"We're going to confront the national-security crisis on our southern border,” President Trump said on February 15, as he announced a state of emergency under the National Emergencies Act. “We're talking about an invasion of our country,” he continued, “with drugs, with human traffickers, with all types of criminals and gangs.”
Trump's “state of emergency” was a new legal gambit following his failure to win congressional support for a border wall, but the sub-Boschian picture of criminal invasion from the south was at the center of his incendiary 2016 campaign and has never been far from the surface of his presidency. Trump styles himself a modern-day Cassandra: Mexicans and Central Americans are crossing the border to kill US citizens, he insists, and only he is sounding the alarm.

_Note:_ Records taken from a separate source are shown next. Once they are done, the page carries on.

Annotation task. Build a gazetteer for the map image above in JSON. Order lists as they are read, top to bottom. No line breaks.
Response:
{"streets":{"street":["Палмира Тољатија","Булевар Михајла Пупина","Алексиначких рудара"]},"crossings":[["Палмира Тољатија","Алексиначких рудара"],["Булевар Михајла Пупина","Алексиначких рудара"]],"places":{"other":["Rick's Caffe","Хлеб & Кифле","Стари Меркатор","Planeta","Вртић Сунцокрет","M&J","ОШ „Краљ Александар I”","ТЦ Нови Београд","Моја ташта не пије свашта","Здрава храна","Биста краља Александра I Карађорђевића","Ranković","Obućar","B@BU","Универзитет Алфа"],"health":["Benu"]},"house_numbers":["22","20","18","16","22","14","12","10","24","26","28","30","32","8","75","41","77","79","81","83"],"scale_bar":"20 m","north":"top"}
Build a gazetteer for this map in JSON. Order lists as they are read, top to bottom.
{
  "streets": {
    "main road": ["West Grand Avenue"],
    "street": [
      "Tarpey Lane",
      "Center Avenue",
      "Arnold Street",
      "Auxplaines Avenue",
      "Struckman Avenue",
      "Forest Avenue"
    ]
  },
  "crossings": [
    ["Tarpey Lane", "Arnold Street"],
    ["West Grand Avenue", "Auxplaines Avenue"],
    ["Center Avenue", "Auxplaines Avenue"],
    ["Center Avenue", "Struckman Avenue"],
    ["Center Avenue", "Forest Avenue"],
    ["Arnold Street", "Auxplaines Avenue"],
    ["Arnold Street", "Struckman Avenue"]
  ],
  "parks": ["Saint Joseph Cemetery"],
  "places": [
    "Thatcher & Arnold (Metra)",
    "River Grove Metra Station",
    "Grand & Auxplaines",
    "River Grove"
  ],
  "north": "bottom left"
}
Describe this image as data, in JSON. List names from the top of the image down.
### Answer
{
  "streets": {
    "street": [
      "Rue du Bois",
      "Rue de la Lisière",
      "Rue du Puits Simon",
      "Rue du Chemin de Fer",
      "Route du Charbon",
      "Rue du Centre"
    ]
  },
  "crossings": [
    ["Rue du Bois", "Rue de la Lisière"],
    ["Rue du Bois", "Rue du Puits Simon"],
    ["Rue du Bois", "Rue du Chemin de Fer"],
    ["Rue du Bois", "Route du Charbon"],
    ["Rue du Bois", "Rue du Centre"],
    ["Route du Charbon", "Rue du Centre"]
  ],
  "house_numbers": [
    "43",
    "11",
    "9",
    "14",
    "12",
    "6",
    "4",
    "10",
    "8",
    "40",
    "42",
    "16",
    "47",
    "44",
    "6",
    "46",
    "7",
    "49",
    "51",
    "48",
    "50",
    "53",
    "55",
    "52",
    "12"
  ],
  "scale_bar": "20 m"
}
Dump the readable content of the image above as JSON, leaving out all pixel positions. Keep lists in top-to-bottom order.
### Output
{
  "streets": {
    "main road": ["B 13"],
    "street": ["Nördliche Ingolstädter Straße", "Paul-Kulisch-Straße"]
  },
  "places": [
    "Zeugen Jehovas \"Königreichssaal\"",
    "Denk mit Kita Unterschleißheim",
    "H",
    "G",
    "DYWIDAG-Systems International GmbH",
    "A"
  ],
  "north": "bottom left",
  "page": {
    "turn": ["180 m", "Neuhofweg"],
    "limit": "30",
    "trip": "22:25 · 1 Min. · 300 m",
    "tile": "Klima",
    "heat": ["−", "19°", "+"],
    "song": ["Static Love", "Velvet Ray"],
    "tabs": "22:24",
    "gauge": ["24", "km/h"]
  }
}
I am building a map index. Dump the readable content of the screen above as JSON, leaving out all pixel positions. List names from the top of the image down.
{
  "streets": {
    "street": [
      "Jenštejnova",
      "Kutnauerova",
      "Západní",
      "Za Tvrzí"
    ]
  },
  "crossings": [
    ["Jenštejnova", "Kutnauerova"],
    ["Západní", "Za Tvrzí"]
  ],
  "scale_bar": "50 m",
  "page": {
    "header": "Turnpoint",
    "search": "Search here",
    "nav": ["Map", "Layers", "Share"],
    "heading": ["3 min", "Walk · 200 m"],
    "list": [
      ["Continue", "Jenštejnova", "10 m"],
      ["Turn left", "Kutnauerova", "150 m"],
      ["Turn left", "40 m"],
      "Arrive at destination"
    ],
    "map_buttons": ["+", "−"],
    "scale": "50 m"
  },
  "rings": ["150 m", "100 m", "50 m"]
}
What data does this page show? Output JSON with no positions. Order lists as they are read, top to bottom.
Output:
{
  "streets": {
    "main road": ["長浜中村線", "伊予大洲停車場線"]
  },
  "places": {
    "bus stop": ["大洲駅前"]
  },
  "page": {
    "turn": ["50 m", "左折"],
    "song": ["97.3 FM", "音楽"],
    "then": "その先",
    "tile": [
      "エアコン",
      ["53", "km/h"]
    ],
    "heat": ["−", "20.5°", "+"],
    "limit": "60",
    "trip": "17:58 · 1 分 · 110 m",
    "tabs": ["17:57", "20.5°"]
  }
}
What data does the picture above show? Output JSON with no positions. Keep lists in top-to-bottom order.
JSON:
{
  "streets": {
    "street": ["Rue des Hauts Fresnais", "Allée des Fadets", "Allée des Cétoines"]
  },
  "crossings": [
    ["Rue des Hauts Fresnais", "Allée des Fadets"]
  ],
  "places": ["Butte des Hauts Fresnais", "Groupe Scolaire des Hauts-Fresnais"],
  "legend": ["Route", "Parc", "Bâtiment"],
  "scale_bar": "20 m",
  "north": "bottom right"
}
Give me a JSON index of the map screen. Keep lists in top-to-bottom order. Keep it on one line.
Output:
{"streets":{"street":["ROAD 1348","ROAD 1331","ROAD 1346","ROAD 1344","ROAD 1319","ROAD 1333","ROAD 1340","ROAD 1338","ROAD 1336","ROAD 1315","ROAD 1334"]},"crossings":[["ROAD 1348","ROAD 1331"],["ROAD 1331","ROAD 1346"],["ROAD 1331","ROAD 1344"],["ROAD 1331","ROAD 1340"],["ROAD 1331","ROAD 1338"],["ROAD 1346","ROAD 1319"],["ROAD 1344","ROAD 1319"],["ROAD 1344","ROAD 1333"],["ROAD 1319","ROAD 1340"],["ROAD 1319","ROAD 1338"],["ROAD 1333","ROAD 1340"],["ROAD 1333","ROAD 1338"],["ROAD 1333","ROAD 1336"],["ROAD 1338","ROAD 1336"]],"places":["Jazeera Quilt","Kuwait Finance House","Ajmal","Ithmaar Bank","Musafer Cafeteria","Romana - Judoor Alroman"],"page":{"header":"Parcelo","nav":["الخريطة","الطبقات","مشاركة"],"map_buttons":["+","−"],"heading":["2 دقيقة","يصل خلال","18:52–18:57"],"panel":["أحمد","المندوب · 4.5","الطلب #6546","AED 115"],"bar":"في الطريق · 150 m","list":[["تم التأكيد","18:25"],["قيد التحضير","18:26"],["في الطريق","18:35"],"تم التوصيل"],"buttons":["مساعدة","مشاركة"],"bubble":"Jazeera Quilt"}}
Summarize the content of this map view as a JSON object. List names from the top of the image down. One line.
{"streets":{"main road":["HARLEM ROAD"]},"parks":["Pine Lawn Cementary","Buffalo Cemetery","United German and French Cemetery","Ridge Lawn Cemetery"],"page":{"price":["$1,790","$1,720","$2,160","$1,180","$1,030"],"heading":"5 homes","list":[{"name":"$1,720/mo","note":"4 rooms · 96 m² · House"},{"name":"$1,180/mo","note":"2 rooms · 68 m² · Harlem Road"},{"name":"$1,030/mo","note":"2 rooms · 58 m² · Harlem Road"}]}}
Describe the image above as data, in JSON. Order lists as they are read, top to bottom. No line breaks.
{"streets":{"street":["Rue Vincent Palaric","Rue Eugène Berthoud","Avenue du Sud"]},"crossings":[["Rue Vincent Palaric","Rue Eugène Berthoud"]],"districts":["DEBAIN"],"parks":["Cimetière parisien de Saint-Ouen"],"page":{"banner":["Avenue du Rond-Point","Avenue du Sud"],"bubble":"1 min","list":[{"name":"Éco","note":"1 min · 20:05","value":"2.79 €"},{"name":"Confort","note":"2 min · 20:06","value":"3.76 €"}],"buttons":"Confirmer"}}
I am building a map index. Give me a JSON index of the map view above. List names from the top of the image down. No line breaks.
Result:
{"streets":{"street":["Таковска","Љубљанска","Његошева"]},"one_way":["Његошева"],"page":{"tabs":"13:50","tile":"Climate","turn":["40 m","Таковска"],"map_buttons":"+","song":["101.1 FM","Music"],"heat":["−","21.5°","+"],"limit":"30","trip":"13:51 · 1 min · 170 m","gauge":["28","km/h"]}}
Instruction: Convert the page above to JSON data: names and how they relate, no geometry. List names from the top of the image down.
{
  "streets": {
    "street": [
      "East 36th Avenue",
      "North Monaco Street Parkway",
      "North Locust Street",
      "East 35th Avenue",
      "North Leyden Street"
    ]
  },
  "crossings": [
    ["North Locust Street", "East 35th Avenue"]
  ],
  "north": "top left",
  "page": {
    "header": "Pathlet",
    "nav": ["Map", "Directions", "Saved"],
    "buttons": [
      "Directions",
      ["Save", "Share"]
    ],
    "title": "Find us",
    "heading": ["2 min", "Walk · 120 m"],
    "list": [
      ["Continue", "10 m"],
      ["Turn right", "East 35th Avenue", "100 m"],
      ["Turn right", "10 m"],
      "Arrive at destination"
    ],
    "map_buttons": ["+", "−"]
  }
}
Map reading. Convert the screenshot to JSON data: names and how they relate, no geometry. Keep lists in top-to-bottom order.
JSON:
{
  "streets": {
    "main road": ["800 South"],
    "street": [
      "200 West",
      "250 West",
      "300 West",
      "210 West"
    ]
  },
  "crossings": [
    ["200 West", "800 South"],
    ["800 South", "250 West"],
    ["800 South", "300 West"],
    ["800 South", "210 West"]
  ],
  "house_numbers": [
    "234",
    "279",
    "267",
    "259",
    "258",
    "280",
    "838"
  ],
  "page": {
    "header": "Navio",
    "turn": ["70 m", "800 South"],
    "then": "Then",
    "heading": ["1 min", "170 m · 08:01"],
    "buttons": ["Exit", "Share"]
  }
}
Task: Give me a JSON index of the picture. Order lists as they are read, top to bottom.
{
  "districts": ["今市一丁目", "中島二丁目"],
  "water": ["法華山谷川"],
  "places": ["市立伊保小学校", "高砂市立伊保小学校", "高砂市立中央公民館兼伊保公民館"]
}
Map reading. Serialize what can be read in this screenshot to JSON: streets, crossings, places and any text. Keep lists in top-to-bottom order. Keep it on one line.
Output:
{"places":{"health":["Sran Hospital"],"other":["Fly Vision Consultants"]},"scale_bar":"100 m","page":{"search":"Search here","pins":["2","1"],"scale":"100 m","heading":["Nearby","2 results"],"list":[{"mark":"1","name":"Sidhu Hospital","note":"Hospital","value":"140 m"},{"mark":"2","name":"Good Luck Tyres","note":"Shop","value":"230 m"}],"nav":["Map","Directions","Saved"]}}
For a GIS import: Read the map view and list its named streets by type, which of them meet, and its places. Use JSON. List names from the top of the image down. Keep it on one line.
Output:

Greg Grandin's The End of the Myth: From the Frontier to the Border Wall in the Mind of America presents this delusional episode as merely the latest chapter in an old American dilemma. As early as the days of Thomas Jefferson, official American mythmakers cast the United States as a frontier nation, one defined by its sense of the boundless possibilities, personal freedom, and natural riches waiting over the western horizon. The individualism, mobility, and wealth that the frontier represented seemed to set the United States apart from all other countries, fostering the idea that American progress could be infinite and that, because the United States was a country uniquely oriented to the future, it could serve as a progressive model for all humankind. But the frontier's advance across the continent has always doubled as a tale of bloody conquest—of Native Americans, Mexicans, and farther-flung peoples. And every open frontier eventually arrives at its end, the place where it turns into a closed border.
The myth of an infinite frontier in 19th-century America also papered over the conflict raging in the United States as working-class movements for greater social and economic equality—some of them antislavery and even antiracist—were diverted by westward expansion, military expeditions, and xenophobic panics. Since the literal frontier closed more than a century ago, the conceit of limitlessness has served to justify expanding America's borders into first a worldwide military empire and then commercial globalization. Grandin's book demonstrates that American myths about open frontiers have always been dangerously simplistic, covering up inequality and violence both at home and abroad. The relentless crisis of the Trump presidency has been a long time coming, Grandin shows: the spasms of a country reckoning with the loss of its foundational myth, the myth of limitlessness.